My top five contenders, the stages to stay up for and the potential impacts COVID-19 will have on one of the toughest Tour’s yet.
There’s no doubt, Tour de France 2020 is going to be different – and incredibly hard!
On paper, the first 10 days seem to be the hardest start of the Tour for some time, without even considering unprecedented influences in the lead up to this year’s Big Lap.
The stages that matters most for the overall general classification (GC) contenders are Grand Colombier (stage 15), Méribel (stage 18) and La Planche des Belles Filles (stage 20) but, this year — more than ever — just getting to those stages without time losses is going to be difficult.

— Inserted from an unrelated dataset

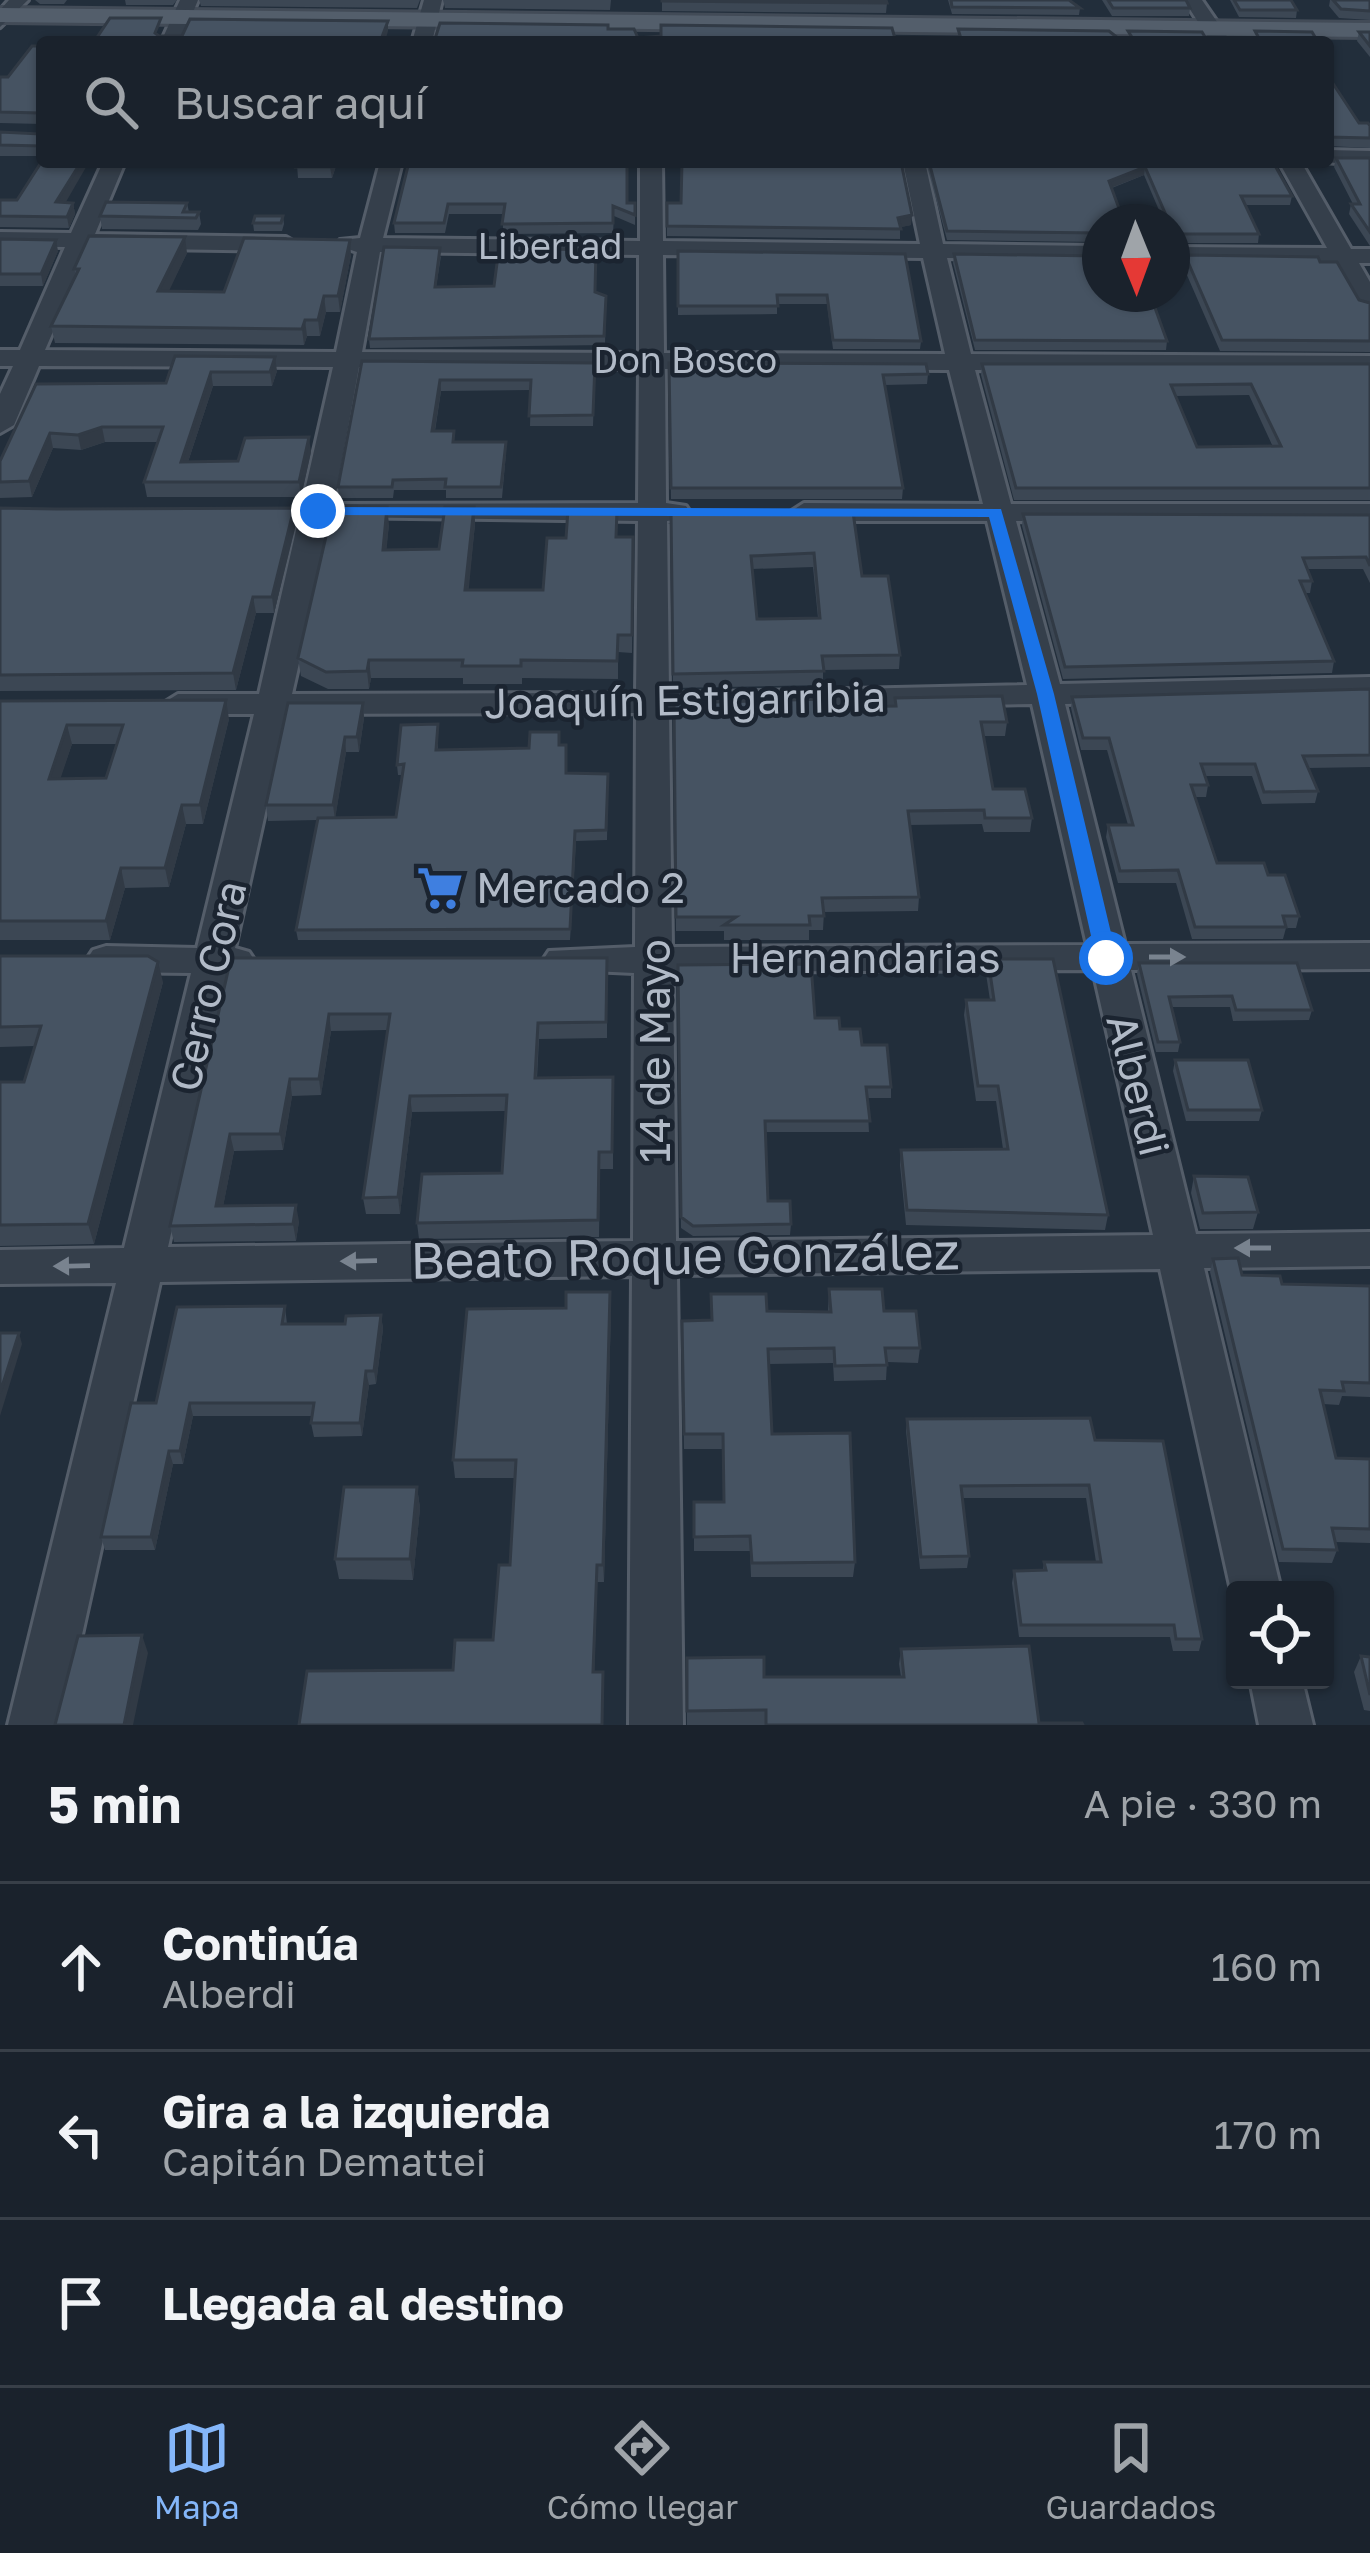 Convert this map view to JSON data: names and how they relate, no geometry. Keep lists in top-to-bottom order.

— SBS Australia (@SBS) August 23, 2020
Who should we watch out for and why?
Sprinters: I have a personal bias here, but I am hoping Caleb Ewan (Lotto Soudal) and Giacomo Nizzolo (NTT Pro Cycling) have their best Tours yet. With such a hard start to the race this year, I think some of the pure sprinters will have a tough time getting to the final with enough left in the tank to give their best. This opens up some opportunities for fast guys who can get over the hills, like Giacomo, Peter Sagan (Bora–Hansgrohe) or maybe Sonny Colbrelli (Bahrain–McLaren).
Climbers: It’s interesting that Mitchelton-SCOTT don’t openly state they are going for GC with guys like Adam Yates and Esteban Chaves. With some of the harder starts to stages like 3, 13 and 14, there will be some good breakaway opportunities for climbers not aiming for the GC. As it is a climbers tour, I anticipate the GC guys to be at the fore in the big mountains.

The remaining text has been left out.